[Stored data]
== == ==

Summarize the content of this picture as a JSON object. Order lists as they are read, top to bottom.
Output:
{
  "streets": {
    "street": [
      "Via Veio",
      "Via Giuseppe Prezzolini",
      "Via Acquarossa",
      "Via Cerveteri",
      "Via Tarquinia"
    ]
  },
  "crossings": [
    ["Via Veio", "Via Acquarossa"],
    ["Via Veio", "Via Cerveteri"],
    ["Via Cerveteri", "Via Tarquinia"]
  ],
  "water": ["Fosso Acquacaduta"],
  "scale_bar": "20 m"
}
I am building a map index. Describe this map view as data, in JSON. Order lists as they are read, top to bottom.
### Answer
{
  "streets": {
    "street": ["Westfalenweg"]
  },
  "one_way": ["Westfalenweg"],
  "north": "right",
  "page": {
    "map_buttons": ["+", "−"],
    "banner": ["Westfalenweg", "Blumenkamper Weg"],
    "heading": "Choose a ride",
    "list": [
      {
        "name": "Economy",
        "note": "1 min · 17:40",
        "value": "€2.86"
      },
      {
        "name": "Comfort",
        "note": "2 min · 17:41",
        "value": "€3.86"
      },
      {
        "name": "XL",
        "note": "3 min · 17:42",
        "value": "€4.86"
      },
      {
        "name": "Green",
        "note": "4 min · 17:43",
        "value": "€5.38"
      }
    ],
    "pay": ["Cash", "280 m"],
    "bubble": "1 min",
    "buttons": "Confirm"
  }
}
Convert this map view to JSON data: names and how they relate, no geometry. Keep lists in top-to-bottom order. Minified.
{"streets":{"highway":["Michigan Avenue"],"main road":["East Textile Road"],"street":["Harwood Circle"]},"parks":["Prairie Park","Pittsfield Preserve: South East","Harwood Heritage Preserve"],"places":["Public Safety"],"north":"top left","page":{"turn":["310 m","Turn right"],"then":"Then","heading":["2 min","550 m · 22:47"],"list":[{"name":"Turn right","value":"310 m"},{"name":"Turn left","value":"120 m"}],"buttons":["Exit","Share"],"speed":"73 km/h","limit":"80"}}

== == ==

### Problem details
Report, from the entries above, each line where "read" is found.

### Result
Summarize the content of this picture as a JSON object. Order lists as they are read, top to bottom.
I am building a map index. Describe this map view as data, in JSON. Order lists as they are read, top to bottom.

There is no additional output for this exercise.